The second planning commission hearing Jan. 8 on the request by the McBee family to annex just over 67 acres into Shady Cove once again attracted a crowd. However, far fewer community members presented testimony.
A recommendation to just consider the annexation at the meeting was made by Herb Farber, a planning consultant from Central Point, who represented the McBee family. He said the water supply could be solved, that there is a solution to concerns over Highway 62/Rogue River Drive traffic and there is adequate sewer capacity to serve the city and a new development.
Andy McBee said they do not plan to start the development project until White Oak is sold.
Tim Short, of Eugene, the trustee appointed for Ron and Charlotte Boehm, presented an update on the Shady Cove Waterworks, which has been transferred to the trustee. Short said his investigation indicates the best thing to do for now is to put in a mini water system. It will cost $300,000 and will be installed within 90 days. It will supply White Oak and the balance of the Boehm holdings. He estimated it would serve 70-78 households.
Boehm worked with McBee when the White Oak project began and put pipelines through that property, which will entitle the McBee project to water.
Short said from the viewpoint of the trust, he believes the annexation of the McBee property has value. It would provide an additional access to Sawyer Road and obviously be of value to Shady Cove Waterworks. The trustee said his goal is to put in a large system within a year. That would take $1.5 million, according to Short.

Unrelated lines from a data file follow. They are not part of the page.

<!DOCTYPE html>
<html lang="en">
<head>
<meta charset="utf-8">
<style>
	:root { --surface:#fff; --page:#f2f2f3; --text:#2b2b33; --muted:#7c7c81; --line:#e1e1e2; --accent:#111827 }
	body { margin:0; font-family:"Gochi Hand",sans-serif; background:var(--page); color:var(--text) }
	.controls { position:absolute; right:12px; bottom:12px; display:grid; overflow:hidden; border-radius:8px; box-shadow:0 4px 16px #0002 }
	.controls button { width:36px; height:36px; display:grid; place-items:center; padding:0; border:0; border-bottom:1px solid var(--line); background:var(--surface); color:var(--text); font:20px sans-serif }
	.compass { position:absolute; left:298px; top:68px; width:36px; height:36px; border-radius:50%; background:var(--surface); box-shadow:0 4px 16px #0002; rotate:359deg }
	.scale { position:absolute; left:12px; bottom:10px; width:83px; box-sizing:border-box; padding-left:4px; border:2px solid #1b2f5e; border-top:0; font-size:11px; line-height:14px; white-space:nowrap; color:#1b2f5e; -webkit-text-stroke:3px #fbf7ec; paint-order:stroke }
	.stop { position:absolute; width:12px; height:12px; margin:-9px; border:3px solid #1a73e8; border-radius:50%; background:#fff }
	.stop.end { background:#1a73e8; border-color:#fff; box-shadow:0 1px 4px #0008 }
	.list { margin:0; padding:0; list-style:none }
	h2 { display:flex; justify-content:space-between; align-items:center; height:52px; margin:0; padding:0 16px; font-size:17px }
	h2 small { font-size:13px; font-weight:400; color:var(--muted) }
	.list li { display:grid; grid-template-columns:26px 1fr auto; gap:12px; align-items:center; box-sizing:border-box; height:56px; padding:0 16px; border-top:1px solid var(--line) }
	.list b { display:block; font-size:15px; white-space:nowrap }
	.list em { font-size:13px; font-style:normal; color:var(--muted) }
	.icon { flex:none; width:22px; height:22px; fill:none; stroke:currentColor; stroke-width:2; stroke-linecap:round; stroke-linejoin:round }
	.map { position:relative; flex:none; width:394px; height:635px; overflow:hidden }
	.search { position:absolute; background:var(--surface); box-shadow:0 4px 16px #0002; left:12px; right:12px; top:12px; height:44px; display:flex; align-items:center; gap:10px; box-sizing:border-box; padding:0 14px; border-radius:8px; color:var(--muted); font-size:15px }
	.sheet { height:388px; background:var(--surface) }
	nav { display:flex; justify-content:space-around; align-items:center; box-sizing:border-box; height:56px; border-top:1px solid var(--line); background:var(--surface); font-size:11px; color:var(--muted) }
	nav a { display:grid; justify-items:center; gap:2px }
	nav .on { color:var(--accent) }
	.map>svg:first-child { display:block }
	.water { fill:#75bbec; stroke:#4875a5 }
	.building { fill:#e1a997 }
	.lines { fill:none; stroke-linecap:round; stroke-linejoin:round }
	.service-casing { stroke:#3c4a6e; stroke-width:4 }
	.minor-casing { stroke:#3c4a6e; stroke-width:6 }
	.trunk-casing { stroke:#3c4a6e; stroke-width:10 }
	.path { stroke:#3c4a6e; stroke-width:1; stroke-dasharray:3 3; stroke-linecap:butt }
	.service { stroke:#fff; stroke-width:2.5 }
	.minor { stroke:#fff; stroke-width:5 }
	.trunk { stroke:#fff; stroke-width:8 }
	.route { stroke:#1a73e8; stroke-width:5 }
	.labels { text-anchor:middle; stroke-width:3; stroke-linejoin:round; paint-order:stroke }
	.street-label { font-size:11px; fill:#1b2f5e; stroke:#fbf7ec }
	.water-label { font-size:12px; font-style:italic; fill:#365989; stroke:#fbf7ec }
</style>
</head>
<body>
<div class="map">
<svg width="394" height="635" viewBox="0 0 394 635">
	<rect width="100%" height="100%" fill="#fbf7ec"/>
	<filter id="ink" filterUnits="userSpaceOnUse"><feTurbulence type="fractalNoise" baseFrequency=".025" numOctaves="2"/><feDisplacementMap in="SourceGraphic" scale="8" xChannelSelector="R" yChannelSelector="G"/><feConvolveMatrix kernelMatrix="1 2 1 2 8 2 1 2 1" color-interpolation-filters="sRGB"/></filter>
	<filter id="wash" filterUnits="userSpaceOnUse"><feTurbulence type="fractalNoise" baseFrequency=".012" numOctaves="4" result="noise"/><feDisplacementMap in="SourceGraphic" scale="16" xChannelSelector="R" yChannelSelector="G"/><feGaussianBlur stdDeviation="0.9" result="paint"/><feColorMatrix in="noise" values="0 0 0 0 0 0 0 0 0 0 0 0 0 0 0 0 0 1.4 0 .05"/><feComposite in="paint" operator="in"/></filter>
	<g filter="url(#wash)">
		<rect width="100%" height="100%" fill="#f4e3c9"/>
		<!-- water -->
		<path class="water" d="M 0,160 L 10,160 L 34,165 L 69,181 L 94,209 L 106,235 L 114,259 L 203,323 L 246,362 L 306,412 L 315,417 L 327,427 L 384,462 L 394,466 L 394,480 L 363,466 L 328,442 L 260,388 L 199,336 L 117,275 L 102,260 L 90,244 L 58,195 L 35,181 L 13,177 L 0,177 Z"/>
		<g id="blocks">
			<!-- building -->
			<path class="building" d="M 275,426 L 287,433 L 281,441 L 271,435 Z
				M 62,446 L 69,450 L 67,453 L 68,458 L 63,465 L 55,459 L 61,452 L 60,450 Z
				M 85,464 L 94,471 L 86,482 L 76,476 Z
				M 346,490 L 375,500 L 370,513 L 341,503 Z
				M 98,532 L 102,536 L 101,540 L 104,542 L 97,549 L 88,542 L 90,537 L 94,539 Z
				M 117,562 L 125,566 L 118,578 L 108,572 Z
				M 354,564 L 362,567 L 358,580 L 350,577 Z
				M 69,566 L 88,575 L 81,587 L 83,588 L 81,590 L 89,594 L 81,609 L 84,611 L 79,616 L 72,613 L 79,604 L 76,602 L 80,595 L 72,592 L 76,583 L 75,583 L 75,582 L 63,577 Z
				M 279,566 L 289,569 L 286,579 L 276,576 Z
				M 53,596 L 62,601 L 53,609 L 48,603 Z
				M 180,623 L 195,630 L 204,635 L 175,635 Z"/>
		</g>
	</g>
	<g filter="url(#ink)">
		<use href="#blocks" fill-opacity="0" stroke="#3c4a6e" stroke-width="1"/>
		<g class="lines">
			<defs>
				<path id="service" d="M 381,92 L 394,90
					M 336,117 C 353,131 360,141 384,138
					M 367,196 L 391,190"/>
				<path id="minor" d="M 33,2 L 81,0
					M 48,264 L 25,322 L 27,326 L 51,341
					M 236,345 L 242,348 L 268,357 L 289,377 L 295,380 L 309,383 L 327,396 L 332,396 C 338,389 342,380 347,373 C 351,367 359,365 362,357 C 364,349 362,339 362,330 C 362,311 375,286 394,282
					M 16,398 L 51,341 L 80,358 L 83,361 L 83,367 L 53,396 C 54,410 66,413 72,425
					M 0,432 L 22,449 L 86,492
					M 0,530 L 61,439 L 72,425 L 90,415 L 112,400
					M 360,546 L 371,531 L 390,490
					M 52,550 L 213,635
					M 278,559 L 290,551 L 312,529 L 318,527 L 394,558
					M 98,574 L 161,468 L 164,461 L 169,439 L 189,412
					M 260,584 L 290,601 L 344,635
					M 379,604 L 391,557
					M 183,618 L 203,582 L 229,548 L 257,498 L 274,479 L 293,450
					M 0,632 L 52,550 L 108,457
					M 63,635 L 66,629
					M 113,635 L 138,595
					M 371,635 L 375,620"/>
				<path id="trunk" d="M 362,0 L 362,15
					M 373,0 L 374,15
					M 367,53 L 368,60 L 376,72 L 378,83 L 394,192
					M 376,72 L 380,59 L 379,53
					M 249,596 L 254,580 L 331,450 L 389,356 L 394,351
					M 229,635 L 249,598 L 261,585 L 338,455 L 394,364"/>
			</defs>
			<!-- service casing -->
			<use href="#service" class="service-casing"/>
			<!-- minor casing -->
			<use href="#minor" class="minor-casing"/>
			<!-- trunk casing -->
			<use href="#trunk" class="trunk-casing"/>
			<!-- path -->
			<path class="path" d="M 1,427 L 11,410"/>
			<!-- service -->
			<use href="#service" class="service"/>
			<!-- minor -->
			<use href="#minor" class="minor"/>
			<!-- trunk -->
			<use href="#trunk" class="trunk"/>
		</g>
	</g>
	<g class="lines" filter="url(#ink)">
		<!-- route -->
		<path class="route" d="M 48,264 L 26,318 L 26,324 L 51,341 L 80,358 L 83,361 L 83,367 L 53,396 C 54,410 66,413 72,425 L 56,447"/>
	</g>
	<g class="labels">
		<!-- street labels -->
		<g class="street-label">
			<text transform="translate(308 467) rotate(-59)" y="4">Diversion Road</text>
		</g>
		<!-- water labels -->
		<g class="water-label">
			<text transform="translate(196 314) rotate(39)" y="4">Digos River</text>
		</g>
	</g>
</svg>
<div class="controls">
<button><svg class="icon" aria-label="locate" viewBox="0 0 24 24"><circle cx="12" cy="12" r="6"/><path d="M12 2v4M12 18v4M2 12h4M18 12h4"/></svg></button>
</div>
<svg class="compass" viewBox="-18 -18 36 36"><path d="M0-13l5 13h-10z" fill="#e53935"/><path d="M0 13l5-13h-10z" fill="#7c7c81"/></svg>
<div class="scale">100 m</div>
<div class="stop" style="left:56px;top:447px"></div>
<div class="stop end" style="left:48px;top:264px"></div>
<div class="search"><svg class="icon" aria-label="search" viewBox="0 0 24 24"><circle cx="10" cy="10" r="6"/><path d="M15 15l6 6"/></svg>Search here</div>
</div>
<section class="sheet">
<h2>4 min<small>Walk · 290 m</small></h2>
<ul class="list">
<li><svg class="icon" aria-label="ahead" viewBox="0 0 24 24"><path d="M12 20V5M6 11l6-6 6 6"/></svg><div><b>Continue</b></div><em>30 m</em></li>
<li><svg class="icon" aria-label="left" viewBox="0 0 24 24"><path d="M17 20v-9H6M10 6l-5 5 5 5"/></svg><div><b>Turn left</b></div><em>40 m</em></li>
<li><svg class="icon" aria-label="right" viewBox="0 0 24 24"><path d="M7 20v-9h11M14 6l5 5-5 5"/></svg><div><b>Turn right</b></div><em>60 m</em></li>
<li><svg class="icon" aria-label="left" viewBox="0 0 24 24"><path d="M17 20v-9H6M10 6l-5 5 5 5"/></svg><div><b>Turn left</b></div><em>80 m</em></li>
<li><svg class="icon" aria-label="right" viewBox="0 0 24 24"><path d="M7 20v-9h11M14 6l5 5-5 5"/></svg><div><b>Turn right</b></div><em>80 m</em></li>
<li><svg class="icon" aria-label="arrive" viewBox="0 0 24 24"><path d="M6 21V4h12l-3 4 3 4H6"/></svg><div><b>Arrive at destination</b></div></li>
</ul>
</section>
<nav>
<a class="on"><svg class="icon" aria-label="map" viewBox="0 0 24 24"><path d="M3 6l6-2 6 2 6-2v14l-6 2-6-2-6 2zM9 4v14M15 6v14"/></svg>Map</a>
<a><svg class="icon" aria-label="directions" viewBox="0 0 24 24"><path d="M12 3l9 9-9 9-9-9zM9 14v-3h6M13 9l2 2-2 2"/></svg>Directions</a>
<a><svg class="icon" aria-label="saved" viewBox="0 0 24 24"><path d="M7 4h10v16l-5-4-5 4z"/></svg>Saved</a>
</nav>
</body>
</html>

John Renz, Dept. Land Conservation, said when former mayor Tom Anderson wanted a 100 acre expansion for a water system, the agency opposed it. But later decided they could legally support it, with some conditions. One of the goals was to see the city tightened its density as many homes are on very large lots. He urged Shady Cove to continue with their commitment. He also said ODOT would require a traffic study before a zone change can be considered.
Only five residents presented testimony against the development. The hearing was only to provide new testimony. Olin Shanrock presented pictures and a map of a proposed road that would connect with Hwy 62 and cause additional impact.
Bud Rees said he wanted an economic study to determine what it would cost residents. He reiterated some of the concerns regarding sewer that he had presented at the first hearing.
Jane Hagan took exception to an opening statement made by Andy McBee wherein he said a lot of misinformation and rumors had been spread and that he and his team were there only to present the truth and facts. Hagan said she takes great pride in her facts. She referenced a bank loan with PremierWest and Ron Boehm, among other items.
At the beginning of the evening Planning Commission Chair Shirley Williams said the city was in receipt of a petition with 187 names. It was not entered into the record because no reasons were given for the opposition and a number of people who signed the petition did not live within the city limits. Resident Lynn Horn was one of those who gathered signatures and she said people outside the city limits had concerns regarding the potential impact of a development.
Following the formal close of the public hearing, the session was allowed to get verbally out of control as there was bantering back and forth between some commission members and those representing the development.
Finally, after considerable confusion, a motion was made to recommend annexation. The vote was 3-2 in favor with Jack Stout and Leith Hayes voting no. Then a motion was made to continue the meeting to consider zoning on Mar. 12. Hayes voted no, the rest supported the motion. That date will be dependent on a traffic study being completed.